4. Verstärkung der Parteikontrolle — Militarisierung des Lebens der Jugend

Die Partei ist sich des Gärungsprozesses innerhalb der Jugend voll bewußt und verfolgt aufmerksam die Entwicklung bei Studenten, Schülern und im Komsomol. Sie weiß auch, daß die Prinzipien ihrer eigenen Jugendpolitik nicht nur denen des Westens, sondern auch denen anderer sozialistischer Länder zuwiderlaufen. Gerade die in den letzten Monaten getroffenen Maßnahmen finden nicht ihresgleichen in der 50jährigen Geschichte der Sowjetunion. Zwei Hauptmerkmale treten dabei hervor. Zum einen läßt die Partei ihrem Mißtrauen gegenüber dem Komsomolzenapparat — der sich aus Komsomolzen selbst rekrutiert — freie Bahn. Schon seit dem XXIII. Parteitag (1966) wird unter der Devise „Den Parteikern im Komsomol verstärken" eine Kampagne geführt. Zum anderen verlagerten sich innerhalb der gesamten politisch-erzieherischen Arbeit die Akzente ganz grundlegend: Es wurde eine sogenannte militärisch-patriotische Erziehung eingeführt als das beste Mittel zur „Disziplinierung", zur moralischen Aufrüstung und zur Hervorrufung weiterer „kommunistischer Tugenden".

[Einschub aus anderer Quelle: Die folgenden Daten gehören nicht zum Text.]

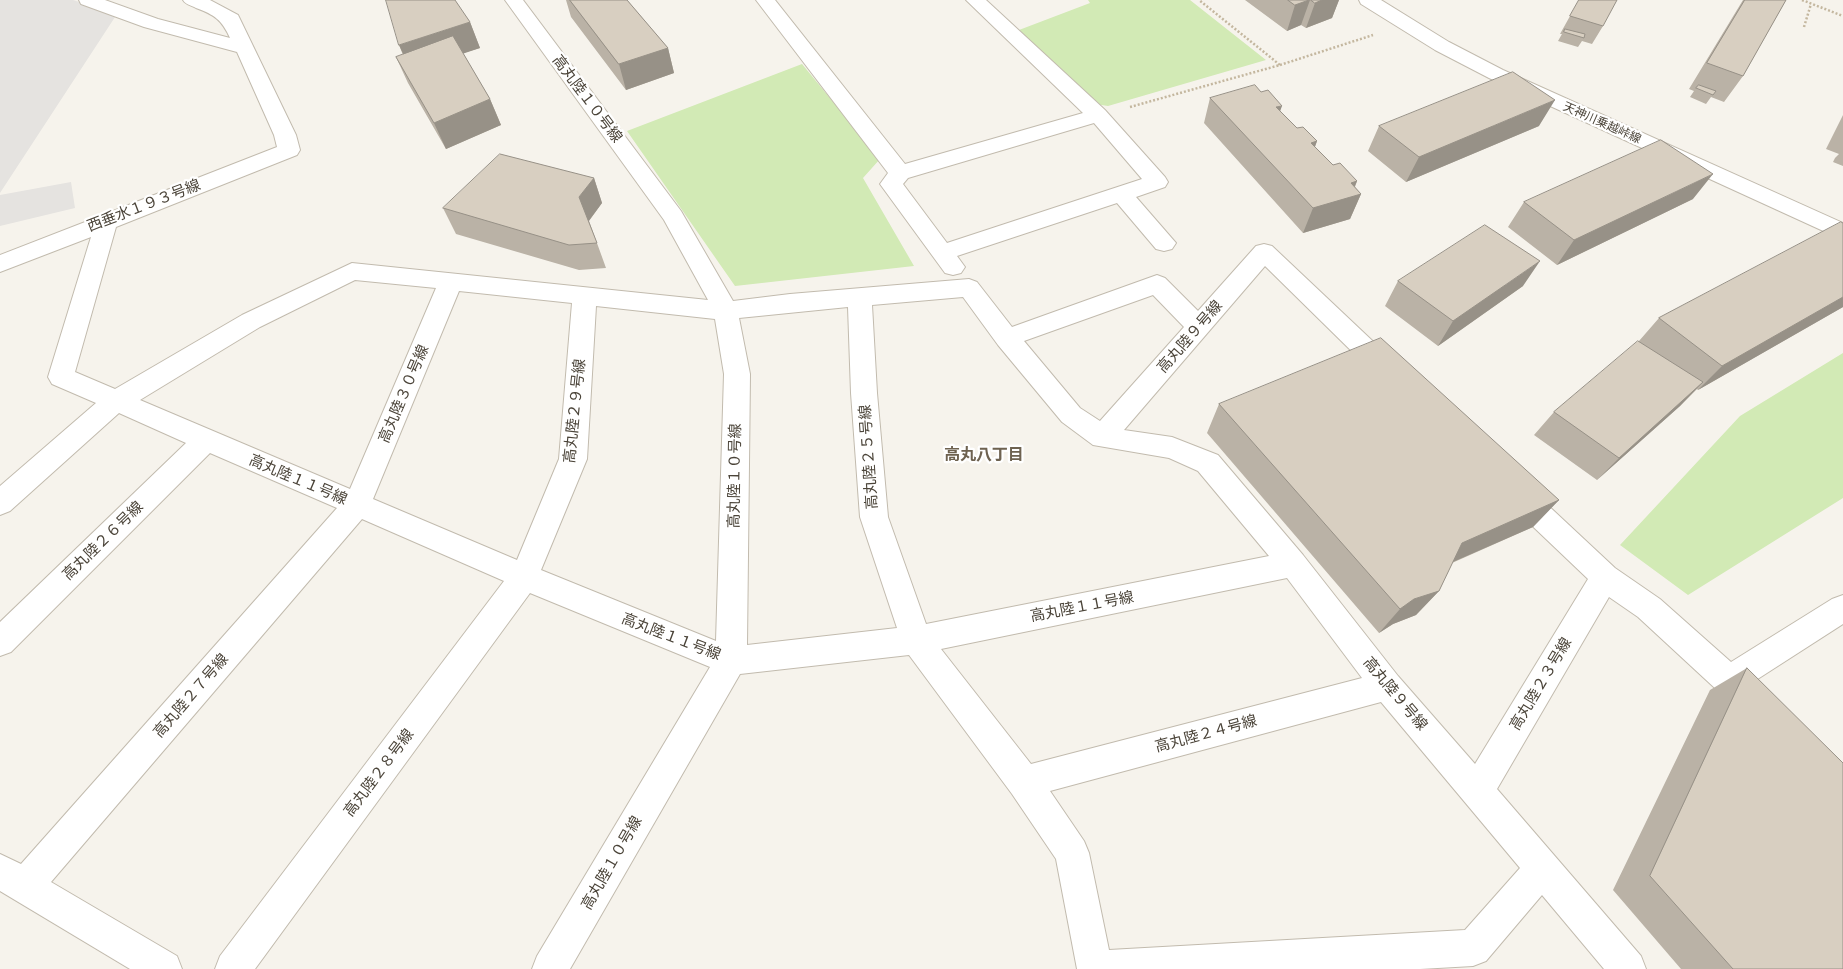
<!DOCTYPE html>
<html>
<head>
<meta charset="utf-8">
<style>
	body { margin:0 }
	canvas { display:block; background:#f6f3ec }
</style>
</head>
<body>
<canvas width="1843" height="969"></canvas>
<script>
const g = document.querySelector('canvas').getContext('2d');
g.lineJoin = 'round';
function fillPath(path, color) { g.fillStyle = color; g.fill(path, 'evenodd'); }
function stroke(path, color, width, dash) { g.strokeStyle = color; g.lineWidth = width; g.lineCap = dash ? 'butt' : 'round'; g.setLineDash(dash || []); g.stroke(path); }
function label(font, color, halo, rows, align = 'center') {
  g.font = font + ' Montserrat,"Noto Sans JP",sans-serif'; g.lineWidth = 4.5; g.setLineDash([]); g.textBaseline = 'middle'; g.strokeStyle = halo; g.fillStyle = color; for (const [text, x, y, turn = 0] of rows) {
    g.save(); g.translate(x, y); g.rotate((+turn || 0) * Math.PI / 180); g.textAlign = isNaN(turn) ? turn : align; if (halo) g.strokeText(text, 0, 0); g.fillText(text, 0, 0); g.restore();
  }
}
fillPath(new Path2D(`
	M1088,0H1190L1266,60L1108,106L1095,104L1019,30L1090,3Z
	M802,64L880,159L863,178L914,266L735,286L627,131Z
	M1843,353V498L1688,595L1620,545L1740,416Z`), '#d2eab5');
fillPath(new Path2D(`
	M0,0H73L117,14L0,193Z
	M71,182L75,208L0,226V195Z`), '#e5e3e0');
const minor = new Path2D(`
	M79,0H105L158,19L230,38C222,20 215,15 196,8C191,5 186,5 183,0H210L238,15L296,135L300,150L297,155L116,227L75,372L115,389L242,315L352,263L708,300L664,220L505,0H523L681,211L733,301L790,294L969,279L977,282L1012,327L1157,275L1165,278L1198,311L1256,246L1264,244L1272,246L1398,365L1402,372L1398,379L1389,382L1380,379L1265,266L1124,430L1172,437L1218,455L1303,555L1398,676L1475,764L1588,579L1504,499L1500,491L1504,483L1514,480L1524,483L1615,568L1660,599L1731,662L1832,599L1843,595V624L1753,682L1766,693L1771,704L1766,715L1755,719L1744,715L1638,617L1609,597L1497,789L1641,956L1646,969H1604L1542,895L1486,961L1473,966L1420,969H1077L1056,859L1012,794L909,655L740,674L570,969H532L537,956L710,667L530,593L255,969H215L220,956L504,581L362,519L51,882L177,956L182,969H130L0,891V854L21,864L337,508L210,453L11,652L0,656V622L186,443L119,413L10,511L0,515V486L96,403L52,384L48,377L91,237L0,272V255L98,217L99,215L108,213L277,147L274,135L237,52L144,27L81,4ZM355,280L436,288L350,489L140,400L260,327ZM459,291L572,303L559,459L517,560L373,499ZM1153,295L1184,327L1100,421L1080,408L1024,341ZM963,297L998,345L1062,422L1093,445L1169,458L1198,471L1269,556L926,624L888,517L877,393L872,305ZM596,306L715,319L724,374L716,641L541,570L587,459ZM848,307L851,393L860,517L897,628L747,645L750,374L739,318ZM1287,578L1362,678L1031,764L941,649ZM1381,702L1520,868L1465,930L1109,950L1089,853L1084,841L1050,791Z
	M756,0H775L905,164L1083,113L966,0H986L1105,110L1165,177L1168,182L1165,187L1136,197L1176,243L1172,249L1164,251L1156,249L1117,203L957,256L965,267L961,273L953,275L945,273L880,184L888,173ZM1094,123L1142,179L947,243L903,184L908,178Z
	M1359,0H1381L1449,42L1503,70L1843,223V240L1489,78L1435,50L1361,4Z`);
stroke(minor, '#c2bbae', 2);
stroke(new Path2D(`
	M1802,0L1843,16
	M1804,27L1811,4
	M1280,65L1373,35
	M1130,107L1280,65L1199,0`), '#c4b79f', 2.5, [2, 2]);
fillPath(minor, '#fff');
fillPath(new Path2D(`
	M566,0H627L668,48L674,73L626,90L571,17Z
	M1245,0H1339L1332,18L1306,28L1301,25L1287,31Z
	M1579,0L1603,26L1592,44L1582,41L1578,47L1558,41L1562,34H1560Z
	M1743,0H1786L1743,76L1724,102L1711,97L1706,104L1690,97L1694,91L1689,89Z
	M470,22L480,48L463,53L490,99L501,125L446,149L408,83L396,57L403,55L399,45Z
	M1210,98L1280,111L1297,128L1317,141L1315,147L1333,165L1357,181L1355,187L1361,194L1350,219L1303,233L1204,123Z
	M1843,115V166L1833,162L1835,158L1839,154L1826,149Z
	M1379,126H1539L1406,182L1368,151Z
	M594,178L602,203L589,221L606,268L579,270L456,234L443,208Z
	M1693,199L1557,265L1508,227L1524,202Z
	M1843,223V307L1698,390L1697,389L1680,406L1597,480L1534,435L1554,412L1639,341L1659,318Z
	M1398,281L1523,286L1438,346L1385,306Z
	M1219,404L1559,500L1533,527L1452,563L1439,591L1416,615L1393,624L1379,633L1207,433Z
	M1747,668L1843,969H1681L1613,890L1710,690Z`), '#bab2a6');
fillPath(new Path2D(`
	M1309,0H1310L1301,25L1287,31L1295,5Z
	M1322,0H1339L1332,18L1306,28L1315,3Z
	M470,22L480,48L411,71L399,45Z
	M668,48L674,73L626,90L619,64Z
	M490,99L501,125L446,149L434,123Z
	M1555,100L1539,126L1406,182L1419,157Z
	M1282,106L1273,131L1276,107Z
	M1317,141L1307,167L1311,143Z
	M1713,174L1693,199L1557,265L1574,240Z
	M594,178L602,203L588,222L579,197Z
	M1357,181L1350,197L1361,194L1350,219L1303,233L1313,208L1351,183Z
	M1540,261L1523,286L1438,346L1453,321Z
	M1843,297V307L1698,390L1722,366Z
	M1703,382L1680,406L1597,480L1619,458Z
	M1559,500L1533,527L1439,568L1462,543Z
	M1439,591L1416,615L1393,624L1379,633L1400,609L1414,599Z`), '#979187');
const building = new Path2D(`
	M386,0H455L470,22L399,45Z
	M570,0H627L668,48L619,64Z
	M1288,0H1309L1295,5Z
	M1311,0H1322L1315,3Z
	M1579,0H1617L1603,26L1570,16Z
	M1745,0H1786L1743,76L1707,63Z
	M1565,29L1585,34L1584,38L1564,32Z
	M453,36L490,99L434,123L396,57Z
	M1513,72L1555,100L1419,157L1379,126Z
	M1255,85L1261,92L1268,90L1282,106L1276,107L1297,128L1303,127L1317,141L1311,143L1333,165L1340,163L1357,181L1351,183L1361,194L1313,208L1210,98Z
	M1699,85L1716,91L1713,95L1696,88Z
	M1661,140L1713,174L1574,240L1524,202Z
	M500,154L594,178L579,197L597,243L569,245L443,208Z
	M1841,222L1843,223V297L1722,366L1659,318Z
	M1485,225L1540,261L1453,321L1398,281Z
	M1381,338L1559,500L1462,543L1439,591L1414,599L1400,609L1219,404Z
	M1638,341L1703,382L1619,458L1554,412Z
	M1747,668L1843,763V969H1733L1650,876Z`);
fillPath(building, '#d8cfc1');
stroke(building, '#979187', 1);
label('12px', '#4b4439', '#fff', [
	["天神川乗越峠線",1602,123,24]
]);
label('15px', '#4b4439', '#fff', [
	["高丸陸１０号線",587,99,53],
	["西垂水１９３号線",144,206,-21],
	["高丸陸９号線",1190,337,-49],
	["高丸陸３０号線",404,394,-67],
	["高丸陸２９号線",575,411,-84],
	["高丸陸２５号線",869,457,-94],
	["高丸陸１０号線",735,476,-89],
	["高丸陸１１号線",298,480,23],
	["高丸陸２６号線",103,541,-44],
	["高丸陸１１号線",1082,607,-11],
	["高丸陸１１号線",671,637,21],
	["高丸陸２３号線",1541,684,-59],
	["高丸陸９号線",1395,694,50],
	["高丸陸２７号線",191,696,-49],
	["高丸陸２４号線",1206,734,-15],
	["高丸陸２８号線",379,773,-53],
	["高丸陸１０号線",612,863,-60]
]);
label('bold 16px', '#6e6250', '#fff', [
	["高丸八丁目",984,455]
]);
</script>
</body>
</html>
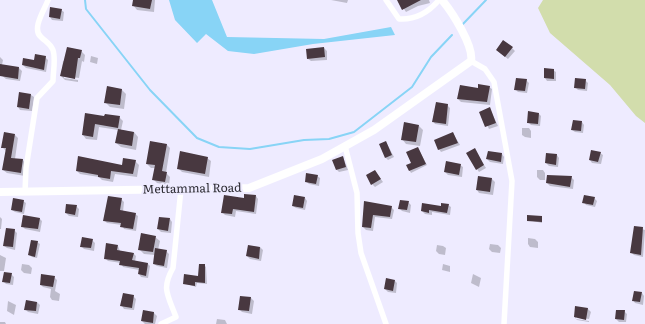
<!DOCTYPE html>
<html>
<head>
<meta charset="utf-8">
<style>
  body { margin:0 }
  canvas { display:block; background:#eeebff }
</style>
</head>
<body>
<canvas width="645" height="324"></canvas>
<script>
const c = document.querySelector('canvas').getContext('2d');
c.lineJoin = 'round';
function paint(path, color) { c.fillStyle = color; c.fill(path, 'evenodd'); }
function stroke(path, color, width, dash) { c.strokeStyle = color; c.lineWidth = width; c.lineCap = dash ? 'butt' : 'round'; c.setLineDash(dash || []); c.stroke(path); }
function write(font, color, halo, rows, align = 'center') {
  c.font = font + ' Literata,serif'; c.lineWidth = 4; c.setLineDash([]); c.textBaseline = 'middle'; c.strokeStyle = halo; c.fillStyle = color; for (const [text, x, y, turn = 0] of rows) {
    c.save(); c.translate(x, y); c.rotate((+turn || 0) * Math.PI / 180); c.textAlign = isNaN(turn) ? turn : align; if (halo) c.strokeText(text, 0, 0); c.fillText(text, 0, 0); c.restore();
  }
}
const green = new Path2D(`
  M543,0H645V123L636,116L610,85L550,33L538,8Z`);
const water = new Path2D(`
  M169,0H212L227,37L324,39L391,27L395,35L313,44L254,54L228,51L206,34L197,43L175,20Z`);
const shadow = new Path2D(`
  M134,0H155L154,12L137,10L133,5Z
  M331,0H348L347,3Z
  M398,0H429L430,3L418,6L406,12Z
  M61,10L64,12L63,21L52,20L50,17Z
  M324,48L327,51V60L311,61L308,59Z
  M512,48L515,51L508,59L500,53Z
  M81,51L85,55L84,62L82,61L79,78L64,76V78L78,80V82L65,80L61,76L63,61L66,62Z
  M91,56L98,58L97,64L90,62Z
  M0,57L3,60L2,65L19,68L22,71L20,81L6,79L0,74Z
  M45,57L48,60L46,72L26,68L23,65Z
  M553,70L556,72V81H547L545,78Z
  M526,80L529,83L527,93L518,92L515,89Z
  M585,80L588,83L587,91L578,90L575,87Z
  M489,87L492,89L490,105L461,102L458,99L479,89Z
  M122,90L126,94L124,109L110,107L105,102Z
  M20,93L31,95L34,97L32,111L20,110L18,107Z
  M447,105L450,108L448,126L435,124L433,121Z
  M490,109L498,126L489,129L481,112Z
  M86,114L105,117H119L123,121L121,130L134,132L138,137L136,150L121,147L116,143L118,130L99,127L97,140L86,139L83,135Z
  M539,114L541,116L540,126L531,125L528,122Z
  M582,122L584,125L583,133L575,132L572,130Z
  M419,126L423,130L420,146L406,144L402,139Z
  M522,128H529L531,131V138L525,137L522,135Z
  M453,133L460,145L441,152L439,149Z
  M15,135L18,138L15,159L23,160L26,164L25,176L7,173L3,170L6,151L2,147Z
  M386,142L394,157L388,160L386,158Z
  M166,144L170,148L166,173L170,177L169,185L157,183L153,179L155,168H151L147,164Z
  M474,149L486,168L479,172L477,169Z
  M419,150L427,165L411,173L407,166L413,163Z
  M600,153L603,155L601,164L592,163L590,160Z
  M502,154L504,157L503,164L490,162L487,159Z
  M557,155L559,158L558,167L549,166L546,163Z
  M343,157L348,170L339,172L337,170Z
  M207,158L211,161L209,177L182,172L178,168Z
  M135,161L139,165L137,177L115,174L113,182L102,180L99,177L80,174L77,171L123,166Z
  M460,165L463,167L462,177L448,175L445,172Z
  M537,170H543L545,173V180H540L537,177Z
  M375,171L383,182L375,187L372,184Z
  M317,176L320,178L319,186L309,184L306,181Z
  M479,177L492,179L495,182L493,195L479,193L477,190Z
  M571,177L574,180L573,189L550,186L547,183Z
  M256,196L258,199L256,214L236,211L235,217L225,215L222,212L245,199Z
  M305,198L307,201L305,210L296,208L293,206Z
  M594,198L597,201L595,207L586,205L584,202Z
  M121,199L124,202L123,212L135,214L138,216L136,231L124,229L122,225L107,223L104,220Z
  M23,201L26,203L24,214L15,212L12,210Z
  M408,202L411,205L410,213L402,211L400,209Z
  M365,203L391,207L394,210L392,219L375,217L373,231L366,230L363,227Z
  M448,205L451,207L450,215L432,212V215L425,214L422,211Z
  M76,206L79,209L78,217L69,216L66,213Z
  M0,217L2,219L1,229H0Z
  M542,217V223L528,220Z
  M39,218L42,221L40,232L25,229L22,226Z
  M170,219L172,222L171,233L161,232L158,229Z
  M635,227L645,230L643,257L634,255L631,252Z
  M14,230L17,233L15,250L7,248L4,246Z
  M155,237L160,241L158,250L166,251L169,254L167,268L157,266L154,264L155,255L144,254L139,249Z
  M528,238L535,239L538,242V248L530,247L528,244Z
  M92,240L95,243L94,251L84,249L81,246Z
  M37,242L40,244L37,258L32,257L29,255Z
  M490,244L498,245L501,248L500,253L492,252L489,249Z
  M437,245L443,246L446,248L445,255L439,254L436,251Z
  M118,246L120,251L133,253L136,256L135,262L148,264L150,266L148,278L141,277L139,274V270L123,267L121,263L108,261L105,258Z
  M249,246L260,247L263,250L261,261L250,259L247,256Z
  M0,255L6,258L4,271H0Z
  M22,264L29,265L32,268L31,274L24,273L21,270Z
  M443,264L450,266V272L442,270Z
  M204,265L206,267L207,284L197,283L196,287L184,283L198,277Z
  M11,274L14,277L13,285L6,284L3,281Z
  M473,274L481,278L479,287L471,283Z
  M54,277L57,280L55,291L60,294L59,301L52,300L50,297L51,289L43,287L41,285Z
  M395,281L397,283L396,293L388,292L385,289Z
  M642,293L644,296L643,305L635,303L633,300Z
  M133,296L136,299L134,310L124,309L122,306Z
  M241,297L251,298L254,301L252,314L242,312L239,309Z
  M8,301L16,305L14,315L7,311Z
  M37,302L40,305L38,314L28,312L25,309Z
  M576,307L588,309L591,312L589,319L576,317V319L575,317Z
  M144,311L154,313L157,316L155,324H145L142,321Z
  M624,311L627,314L626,322H619L616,319Z
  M217,319L225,320L227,324H216Z
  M576,319L589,321V322L577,320Z
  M0,322H5L6,324H0Z`);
const stream = new Path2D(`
  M85,0L86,9L150,90L197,138L219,147L250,149L304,140L329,139L354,132L412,87L431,57L452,35
  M462,25L486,0`);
const building = new Path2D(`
  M133,0H152L150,9L132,6Z
  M397,0H421L402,10Z
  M50,7L62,9L60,19L49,17Z
  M503,40L513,47L505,57L496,50Z
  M67,47L82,50L80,58H78L75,79L60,76Z
  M324,47L325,57L307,59L306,49Z
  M35,54L46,56L44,70L22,65L23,58L34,60Z
  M0,64L19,67L18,79L0,76Z
  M544,68L554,69V79L544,78Z
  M516,78L527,79L525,91L514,90Z
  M575,78L586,79L585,89L574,88Z
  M478,84L490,86L487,102L457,99L460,85L478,88Z
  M107,86L122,89L120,105L104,103Z
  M19,92L31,94L29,109L17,107Z
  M436,102L448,104L446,124L432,122Z
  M490,107L496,123L485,127L479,112Z
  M528,111L539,113L538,124L527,123Z
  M85,113L104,116L105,114L120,116L118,128L95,124L93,137L82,135Z
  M573,120L582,121L581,131L571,130Z
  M404,122L419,125L416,142L401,140Z
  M118,129L134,132L132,146L115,143Z
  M4,132L15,134L11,158L23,159L21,173L2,170L6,148H1Z
  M453,132L458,143L438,150L434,140Z
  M150,141L167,144L162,171L167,172L165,182L152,180L155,165L146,164Z
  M386,141L392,155L385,158L379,144Z
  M418,147L426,164L409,171L406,165L411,163L406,152Z
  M475,148L484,165L476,170L466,153Z
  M591,150L601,152L598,162L589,160Z
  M180,151L208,157L205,174L177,169Z
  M488,151L502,153L501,162L486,159Z
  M546,153L557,154L556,165L545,163Z
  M78,156L122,165L123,158L136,160L133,174L111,171L110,179L98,177V175L76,171Z
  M343,156L346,167L336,170L332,160Z
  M446,161L461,164L459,175L444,172Z
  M375,170L381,179L371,185L366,175Z
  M306,173L318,175L316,184L305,182Z
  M547,175L572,176L570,187L546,183Z
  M478,176L492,178L490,192L476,190Z
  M244,194L256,195L254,212L233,209L232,214L221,213L224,195L244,198Z
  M294,195L305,197L303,208L292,206Z
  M584,195L595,197L593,205L582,203Z
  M108,196L122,198L120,210L136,213L133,229L120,227L121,223L103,221Z
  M13,198L24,200L22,212L11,210Z
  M400,200L409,201L407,210L398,209Z
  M364,201L392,206L390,217L373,215L371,228L362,227Z
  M422,203L441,206V203L449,204L447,213L429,210V213L421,211Z
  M66,204L77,205L75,215L65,213Z
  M23,215L40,218L38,229L21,227Z
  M527,215L542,216V222L527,221Z
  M159,217L170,218L168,231L157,229Z
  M634,226L643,227L641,255L630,253Z
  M6,228L15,229L13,247L3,246Z
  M141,233L156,236L153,252L138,250Z
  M82,237L93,239L91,248L80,247Z
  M31,240L38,241L35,257L28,255Z
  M106,243L118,245L117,250L134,253L132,260L148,263L146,276L138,274L139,268L119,265L120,261L104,259Z
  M248,245L260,247L259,259L246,256Z
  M155,248L167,250L164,266L153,264Z
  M199,264H205V283L195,282V286L183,284L184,274L198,276Z
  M4,272L12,273L10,283L2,282Z
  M41,274L55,276L53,287L40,285Z
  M386,278L395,280L393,291L384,289Z
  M634,291L642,292L640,302L632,301Z
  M123,293L134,295L132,308L120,306Z
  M240,296L251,297L249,311L238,310Z
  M26,300L37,302L36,311L24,310Z
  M575,306L588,308L586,320L574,317Z
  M143,310L154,312L153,323L141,321Z
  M616,310H625L624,320L615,319Z`);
const minor = new Path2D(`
  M386,0L399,19C416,20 428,13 439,0
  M471,61L485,69L494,82L512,181L504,324
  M345,146L357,193L358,233L361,253L386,324
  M25,192L26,168L37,98L53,81C53,72 56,59 53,50C50,43 46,42 41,37C31,29 45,9 48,0
  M161,324L176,317C168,295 161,289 173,268L181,189`);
const secondary = new Path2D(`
  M0,192L249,188L322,159L374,130L471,61C474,46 452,12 442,0`);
const streetNames = [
  ["Mettammal Road",192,189,-1]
];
paint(green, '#d2ddac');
paint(water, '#88d4f6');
paint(shadow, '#0003');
stroke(stream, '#88d4f6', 2);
paint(building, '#483840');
stroke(minor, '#fff', 5.5);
stroke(secondary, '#fff', 8);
write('12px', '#2c2b32', '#eeebff', streetNames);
</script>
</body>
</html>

Was die Kampagne zur „Stärkung des Partei-kerns im Komsomol" in Wirklichkeit bedeutet, sei am Beispiel zweier Republiken gezeigt: Allein im kleinen Litauen wurden vom Frühjahr 1966 bis Ende 1967 4000 Parteimitglieder zur Arbeit in den Komsomol abgeordnet. Der Anteil der Parteimitglieder an der Komsomolmitgliedschaft insgesamt beträgt 22 °/o, bei den Komsomolorganisationen der Betriebe und der Landwirtschaft liegt er selbstverständlich noch höher, dort beträgt er 28 0/0 In Kasachstan liegen die Dinge ganz ähnlich: Mehr als die Hälfte der ZK-Mitglieder von Gebietskomitees des Komsomol sind dort Parteimitglieder bzw. -kandidaten der Komsomol hat inzwischen 13 600 Parteimitglieder in seinen Reihen Das alles führt zu einem merkwürdigen Paradox:

Statutengemäß sieht die Partei im Komsomol eine Nachwuchs-und Reserveorganisation für Parteikader-, sie hat jedoch nun die Abläufe auf den Kopf gestellt, indem sie sich selbst in die Rolle der Reservequelle für Komsomolkader drängt.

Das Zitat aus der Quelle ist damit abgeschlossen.